6. Offline A/B comparison helper

orchestrator/profile_ab.py is the current offline comparison helper.

It consumes one or more trace JSON files from cohort A and cohort B, then reports:

  • median_total_elapsed_ms
  • median_event_count
  • median_phase_elapsed_ms
  • degraded_run_count
  • error_count
  • trace_schema_versions
  • source_files
  • recommendation tie-breaks across elapsed time, degradation count, and error count

This helper is intentionally offline-only: it does not re-run live providers or change the production runtime path.

7. Minimal A/B harness guidance

Use python -m orchestrator.profile_stage_chain to generate traces, then python -m orchestrator.profile_ab to compare them.

6.1 Safe comparison knobs

Run the harness from the repo root as a module (python -m orchestrator.profile_stage_chain) so package imports resolve without extra path tweaking.

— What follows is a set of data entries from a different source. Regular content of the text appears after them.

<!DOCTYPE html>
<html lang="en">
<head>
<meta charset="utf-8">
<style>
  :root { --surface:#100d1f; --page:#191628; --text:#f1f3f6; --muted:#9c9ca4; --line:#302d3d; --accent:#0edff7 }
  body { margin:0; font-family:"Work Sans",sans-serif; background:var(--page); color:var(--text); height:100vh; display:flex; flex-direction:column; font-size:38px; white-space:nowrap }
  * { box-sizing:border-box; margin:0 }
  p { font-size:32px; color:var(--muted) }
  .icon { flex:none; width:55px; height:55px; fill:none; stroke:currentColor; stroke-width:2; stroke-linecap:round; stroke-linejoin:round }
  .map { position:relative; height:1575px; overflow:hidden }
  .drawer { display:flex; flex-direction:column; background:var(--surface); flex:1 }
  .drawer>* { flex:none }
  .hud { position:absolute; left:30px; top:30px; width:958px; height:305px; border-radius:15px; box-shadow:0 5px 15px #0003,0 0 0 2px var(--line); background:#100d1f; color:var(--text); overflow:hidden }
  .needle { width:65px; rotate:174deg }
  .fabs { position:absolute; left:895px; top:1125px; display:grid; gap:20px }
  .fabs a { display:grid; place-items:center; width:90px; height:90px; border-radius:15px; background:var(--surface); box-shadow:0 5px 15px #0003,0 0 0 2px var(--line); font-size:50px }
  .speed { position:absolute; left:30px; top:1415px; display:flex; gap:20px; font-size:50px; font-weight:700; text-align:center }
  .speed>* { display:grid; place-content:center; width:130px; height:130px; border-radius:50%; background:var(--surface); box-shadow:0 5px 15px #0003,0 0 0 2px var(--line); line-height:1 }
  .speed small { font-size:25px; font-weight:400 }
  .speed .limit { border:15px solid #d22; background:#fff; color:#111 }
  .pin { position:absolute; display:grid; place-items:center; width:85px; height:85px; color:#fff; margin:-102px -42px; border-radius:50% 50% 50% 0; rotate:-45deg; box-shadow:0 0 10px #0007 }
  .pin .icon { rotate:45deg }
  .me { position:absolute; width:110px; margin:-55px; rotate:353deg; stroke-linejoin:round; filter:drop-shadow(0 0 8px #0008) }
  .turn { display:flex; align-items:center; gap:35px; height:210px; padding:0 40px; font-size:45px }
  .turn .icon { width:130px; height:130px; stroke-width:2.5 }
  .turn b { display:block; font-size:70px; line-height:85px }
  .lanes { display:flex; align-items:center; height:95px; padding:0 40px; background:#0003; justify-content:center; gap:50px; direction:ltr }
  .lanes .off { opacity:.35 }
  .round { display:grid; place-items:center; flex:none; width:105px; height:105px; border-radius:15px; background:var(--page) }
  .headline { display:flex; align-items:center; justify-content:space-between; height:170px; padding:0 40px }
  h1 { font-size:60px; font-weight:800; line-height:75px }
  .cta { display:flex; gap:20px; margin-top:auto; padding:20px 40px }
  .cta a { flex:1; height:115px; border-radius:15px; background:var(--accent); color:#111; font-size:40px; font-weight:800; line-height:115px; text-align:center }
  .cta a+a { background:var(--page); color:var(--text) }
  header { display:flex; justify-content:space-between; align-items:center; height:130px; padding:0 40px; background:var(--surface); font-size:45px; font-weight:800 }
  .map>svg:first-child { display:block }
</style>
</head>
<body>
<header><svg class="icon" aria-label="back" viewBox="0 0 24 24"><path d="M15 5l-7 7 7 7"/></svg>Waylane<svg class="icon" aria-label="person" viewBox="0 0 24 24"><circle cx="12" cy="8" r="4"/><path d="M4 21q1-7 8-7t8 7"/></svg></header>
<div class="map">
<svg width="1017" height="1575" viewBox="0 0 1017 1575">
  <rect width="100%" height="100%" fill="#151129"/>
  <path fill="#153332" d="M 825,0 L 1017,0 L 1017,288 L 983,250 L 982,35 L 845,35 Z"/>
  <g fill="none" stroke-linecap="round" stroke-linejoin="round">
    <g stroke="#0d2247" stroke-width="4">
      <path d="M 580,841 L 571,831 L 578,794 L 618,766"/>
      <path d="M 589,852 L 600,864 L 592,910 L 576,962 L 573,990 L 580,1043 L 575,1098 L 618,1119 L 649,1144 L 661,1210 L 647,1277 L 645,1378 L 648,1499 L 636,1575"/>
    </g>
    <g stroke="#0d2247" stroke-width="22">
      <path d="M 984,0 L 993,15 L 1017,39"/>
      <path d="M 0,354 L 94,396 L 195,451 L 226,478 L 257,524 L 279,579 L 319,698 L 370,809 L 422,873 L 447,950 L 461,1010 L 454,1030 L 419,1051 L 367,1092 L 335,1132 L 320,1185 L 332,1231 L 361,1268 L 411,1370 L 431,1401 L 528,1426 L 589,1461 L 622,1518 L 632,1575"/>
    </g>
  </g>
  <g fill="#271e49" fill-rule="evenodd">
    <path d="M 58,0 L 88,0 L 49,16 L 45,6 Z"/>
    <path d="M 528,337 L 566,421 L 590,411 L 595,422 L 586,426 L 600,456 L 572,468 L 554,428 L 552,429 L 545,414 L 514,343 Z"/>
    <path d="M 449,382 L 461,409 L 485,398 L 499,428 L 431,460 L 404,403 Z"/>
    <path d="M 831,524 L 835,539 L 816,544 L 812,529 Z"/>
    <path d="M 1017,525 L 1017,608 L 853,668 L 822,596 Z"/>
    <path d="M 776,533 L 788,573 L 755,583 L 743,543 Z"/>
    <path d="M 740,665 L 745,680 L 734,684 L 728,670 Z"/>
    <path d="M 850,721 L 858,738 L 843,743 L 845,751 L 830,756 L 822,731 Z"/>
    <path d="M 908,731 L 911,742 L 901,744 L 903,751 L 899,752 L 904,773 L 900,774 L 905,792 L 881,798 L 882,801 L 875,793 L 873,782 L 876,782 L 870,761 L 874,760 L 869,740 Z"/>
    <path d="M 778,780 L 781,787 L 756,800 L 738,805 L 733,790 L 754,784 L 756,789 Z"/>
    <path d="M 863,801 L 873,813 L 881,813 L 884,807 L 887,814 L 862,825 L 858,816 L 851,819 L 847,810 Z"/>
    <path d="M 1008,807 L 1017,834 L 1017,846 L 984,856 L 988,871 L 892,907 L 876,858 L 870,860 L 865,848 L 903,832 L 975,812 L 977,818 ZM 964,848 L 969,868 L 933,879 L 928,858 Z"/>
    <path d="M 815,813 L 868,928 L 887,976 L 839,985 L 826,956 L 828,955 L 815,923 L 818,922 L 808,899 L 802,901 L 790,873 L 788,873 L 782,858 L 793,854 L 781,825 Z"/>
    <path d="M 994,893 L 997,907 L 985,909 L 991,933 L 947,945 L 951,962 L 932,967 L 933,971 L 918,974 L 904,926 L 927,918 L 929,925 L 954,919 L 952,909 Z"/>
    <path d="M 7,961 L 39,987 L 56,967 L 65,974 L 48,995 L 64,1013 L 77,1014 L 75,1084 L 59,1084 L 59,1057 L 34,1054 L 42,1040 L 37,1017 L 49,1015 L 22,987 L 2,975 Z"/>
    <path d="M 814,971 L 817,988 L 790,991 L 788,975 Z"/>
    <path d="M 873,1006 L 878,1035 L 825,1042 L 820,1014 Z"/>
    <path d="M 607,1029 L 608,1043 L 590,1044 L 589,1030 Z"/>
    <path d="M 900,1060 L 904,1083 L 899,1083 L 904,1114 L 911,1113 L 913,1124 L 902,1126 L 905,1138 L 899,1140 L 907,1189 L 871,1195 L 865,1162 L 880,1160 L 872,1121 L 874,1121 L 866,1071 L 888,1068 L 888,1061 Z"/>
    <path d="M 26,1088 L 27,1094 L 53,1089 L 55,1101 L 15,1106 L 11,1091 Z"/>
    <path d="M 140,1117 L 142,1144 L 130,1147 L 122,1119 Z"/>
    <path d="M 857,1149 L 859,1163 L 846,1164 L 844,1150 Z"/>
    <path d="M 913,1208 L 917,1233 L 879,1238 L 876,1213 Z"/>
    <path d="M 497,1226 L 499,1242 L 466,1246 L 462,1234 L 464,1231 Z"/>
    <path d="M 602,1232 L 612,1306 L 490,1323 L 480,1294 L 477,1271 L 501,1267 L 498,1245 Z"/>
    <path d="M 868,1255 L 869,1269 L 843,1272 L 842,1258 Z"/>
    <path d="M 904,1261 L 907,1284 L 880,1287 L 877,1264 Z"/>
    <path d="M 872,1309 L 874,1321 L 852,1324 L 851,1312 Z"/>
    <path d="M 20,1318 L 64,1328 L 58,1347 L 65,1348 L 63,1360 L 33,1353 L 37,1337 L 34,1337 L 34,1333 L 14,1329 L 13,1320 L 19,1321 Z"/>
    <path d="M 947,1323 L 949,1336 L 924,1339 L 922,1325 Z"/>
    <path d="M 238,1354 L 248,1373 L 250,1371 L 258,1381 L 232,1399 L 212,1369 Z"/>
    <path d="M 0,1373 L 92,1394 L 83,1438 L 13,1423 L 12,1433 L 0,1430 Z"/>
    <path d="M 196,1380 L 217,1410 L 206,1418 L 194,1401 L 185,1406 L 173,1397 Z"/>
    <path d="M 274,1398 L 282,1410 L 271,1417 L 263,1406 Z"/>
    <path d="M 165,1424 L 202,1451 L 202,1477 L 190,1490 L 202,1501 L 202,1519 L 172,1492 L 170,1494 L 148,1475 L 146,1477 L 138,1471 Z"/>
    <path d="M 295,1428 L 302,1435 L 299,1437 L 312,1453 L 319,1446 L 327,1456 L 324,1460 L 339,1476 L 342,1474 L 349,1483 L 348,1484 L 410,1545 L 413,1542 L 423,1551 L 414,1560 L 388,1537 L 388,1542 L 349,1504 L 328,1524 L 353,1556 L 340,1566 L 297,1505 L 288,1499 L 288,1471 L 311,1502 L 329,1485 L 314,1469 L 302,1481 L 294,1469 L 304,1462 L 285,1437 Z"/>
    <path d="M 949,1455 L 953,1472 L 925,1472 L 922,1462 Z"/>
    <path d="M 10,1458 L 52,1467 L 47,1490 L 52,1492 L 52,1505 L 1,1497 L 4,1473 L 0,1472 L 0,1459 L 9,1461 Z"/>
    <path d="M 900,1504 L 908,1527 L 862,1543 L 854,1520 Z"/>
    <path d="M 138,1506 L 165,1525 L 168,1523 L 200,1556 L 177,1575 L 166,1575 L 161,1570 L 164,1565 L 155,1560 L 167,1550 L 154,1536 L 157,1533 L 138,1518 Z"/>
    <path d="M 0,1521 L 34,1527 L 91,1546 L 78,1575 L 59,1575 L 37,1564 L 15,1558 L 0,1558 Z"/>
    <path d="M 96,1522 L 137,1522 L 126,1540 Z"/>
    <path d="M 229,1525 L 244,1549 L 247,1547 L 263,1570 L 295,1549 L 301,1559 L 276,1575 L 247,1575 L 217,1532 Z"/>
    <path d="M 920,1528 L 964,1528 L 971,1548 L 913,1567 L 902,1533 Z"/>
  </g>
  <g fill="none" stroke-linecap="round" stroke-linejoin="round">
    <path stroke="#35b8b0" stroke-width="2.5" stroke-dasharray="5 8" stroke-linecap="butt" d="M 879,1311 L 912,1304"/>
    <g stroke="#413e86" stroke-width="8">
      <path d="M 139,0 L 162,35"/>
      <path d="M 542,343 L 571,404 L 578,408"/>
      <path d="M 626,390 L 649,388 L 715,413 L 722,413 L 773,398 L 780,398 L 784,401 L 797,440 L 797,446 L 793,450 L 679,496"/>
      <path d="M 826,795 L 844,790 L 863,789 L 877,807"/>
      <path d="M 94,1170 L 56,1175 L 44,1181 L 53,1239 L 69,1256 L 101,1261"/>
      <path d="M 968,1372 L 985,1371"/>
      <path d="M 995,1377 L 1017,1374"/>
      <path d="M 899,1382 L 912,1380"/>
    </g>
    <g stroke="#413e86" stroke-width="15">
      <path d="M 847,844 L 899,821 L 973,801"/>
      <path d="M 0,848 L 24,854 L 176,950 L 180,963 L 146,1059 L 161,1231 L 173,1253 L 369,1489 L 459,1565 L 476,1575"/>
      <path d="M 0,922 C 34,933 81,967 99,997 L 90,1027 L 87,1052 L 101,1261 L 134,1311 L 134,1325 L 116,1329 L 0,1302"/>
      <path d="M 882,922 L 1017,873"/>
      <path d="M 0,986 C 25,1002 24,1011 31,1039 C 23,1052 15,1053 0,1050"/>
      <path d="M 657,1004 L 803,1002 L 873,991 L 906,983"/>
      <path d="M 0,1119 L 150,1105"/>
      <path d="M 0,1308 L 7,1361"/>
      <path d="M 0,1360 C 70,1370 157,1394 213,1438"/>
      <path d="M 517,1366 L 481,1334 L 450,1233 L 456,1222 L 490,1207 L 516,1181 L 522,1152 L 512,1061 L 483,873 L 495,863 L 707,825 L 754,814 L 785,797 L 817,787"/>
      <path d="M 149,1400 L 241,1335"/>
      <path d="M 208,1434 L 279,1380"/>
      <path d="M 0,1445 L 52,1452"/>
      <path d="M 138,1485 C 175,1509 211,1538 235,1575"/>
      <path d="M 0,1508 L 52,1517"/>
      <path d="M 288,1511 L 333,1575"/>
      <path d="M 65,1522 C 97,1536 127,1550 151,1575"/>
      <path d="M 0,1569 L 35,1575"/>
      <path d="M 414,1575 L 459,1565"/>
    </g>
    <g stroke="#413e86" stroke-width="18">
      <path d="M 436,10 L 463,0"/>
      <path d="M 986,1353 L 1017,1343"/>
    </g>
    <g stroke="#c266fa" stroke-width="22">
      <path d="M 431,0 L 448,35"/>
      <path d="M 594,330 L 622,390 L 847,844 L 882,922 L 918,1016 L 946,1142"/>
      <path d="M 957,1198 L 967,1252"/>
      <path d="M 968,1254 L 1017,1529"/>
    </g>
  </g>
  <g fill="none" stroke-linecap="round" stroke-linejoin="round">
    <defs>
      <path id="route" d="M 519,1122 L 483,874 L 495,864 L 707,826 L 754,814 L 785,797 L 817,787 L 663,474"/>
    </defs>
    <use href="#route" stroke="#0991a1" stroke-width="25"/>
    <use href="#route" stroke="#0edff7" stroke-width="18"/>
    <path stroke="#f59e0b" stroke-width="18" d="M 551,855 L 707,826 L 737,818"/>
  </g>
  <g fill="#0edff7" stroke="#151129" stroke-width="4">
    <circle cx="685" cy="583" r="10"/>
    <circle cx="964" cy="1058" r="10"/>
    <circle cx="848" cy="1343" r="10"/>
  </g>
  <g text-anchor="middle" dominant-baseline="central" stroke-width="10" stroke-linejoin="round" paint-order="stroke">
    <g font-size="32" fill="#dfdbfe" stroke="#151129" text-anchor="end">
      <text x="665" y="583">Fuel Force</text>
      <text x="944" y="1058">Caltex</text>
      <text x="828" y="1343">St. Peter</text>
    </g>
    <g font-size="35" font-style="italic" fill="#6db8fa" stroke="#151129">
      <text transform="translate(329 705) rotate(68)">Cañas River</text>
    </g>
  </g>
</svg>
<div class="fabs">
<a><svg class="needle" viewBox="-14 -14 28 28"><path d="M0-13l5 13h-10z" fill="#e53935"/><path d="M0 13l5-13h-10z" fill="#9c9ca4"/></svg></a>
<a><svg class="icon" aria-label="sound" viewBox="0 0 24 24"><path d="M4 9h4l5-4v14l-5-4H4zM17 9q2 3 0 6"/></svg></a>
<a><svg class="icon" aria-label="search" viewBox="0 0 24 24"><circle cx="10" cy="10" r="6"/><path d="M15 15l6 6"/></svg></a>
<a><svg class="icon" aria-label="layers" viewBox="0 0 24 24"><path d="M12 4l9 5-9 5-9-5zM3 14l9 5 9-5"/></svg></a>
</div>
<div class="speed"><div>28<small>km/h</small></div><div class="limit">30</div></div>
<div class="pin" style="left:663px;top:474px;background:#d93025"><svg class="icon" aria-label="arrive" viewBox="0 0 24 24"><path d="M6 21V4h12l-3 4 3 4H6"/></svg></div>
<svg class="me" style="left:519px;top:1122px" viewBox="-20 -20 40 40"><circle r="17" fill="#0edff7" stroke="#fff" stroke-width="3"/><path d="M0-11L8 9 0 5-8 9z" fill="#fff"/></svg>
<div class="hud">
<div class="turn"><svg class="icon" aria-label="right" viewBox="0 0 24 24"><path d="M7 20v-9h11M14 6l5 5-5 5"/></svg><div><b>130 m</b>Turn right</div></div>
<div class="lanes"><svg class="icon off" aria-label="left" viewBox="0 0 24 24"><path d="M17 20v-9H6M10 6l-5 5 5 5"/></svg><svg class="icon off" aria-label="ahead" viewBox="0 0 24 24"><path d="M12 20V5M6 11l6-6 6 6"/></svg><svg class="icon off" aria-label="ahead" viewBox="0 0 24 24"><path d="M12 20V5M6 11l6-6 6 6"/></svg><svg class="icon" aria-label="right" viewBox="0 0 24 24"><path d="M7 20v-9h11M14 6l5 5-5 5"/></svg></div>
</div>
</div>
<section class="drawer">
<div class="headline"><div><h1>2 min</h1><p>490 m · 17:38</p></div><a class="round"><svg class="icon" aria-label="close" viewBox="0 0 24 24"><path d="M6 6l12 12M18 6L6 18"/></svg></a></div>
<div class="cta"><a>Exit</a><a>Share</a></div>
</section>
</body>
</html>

The smallest useful A/B comparisons are:

  • --analysis-prompt-style (for example compact vs another supported style)
  • --selected-analysts (for example a narrower analyst slice vs a broader slice)
  • provider/model/timeout settings while keeping the graph semantics fixed

Keep these fixed when doing an A/B comparison:

  • the same --ticker
  • the same --date
  • the same provider/model unless the provider/model itself is the experimental variable
  • the same --overall-timeout
  • max_debate_rounds = 1 and max_risk_discuss_rounds = 1 as currently baked into the harness

7.3 Example commands

python -m orchestrator.profile_stage_chain \
  --ticker AAPL \
  --date 2026-04-11 \
  --selected-analysts market \
  --analysis-prompt-style compact

python -m orchestrator.profile_stage_chain \
  --ticker AAPL \
  --date 2026-04-11 \
  --selected-analysts market \
  --analysis-prompt-style detailed

python -m orchestrator.profile_ab \
  --a orchestrator/profile_runs/compact \
  --b orchestrator/profile_runs/detailed \
  --label-a compact \
  --label-b detailed

Compare the generated JSON dumps by focusing on:

  • phase_totals_seconds
  • node_timings[].elapsed_ms
  • provenance changes (research_status, degraded_reason)
  • history/response growth (history_len, response_len)

8. Review guardrails

When modifying this area, keep these invariants intact unless a broader migration explicitly approves otherwise:

  1. Do not change the default path: normal successful runs should still stay in research_status = "full" and research_mode = "debate".
  2. Do not introduce structured memo output for degraded research unless all downstream consumers are migrated together.
  3. Preserve debate output shape: downstream readers still expect plain strings in history, bull_history, bear_history, current_response, judge_decision, and investment_plan.
  4. Keep provenance additive: provenance fields should explain degraded behavior, not replace the existing textual debate artifacts.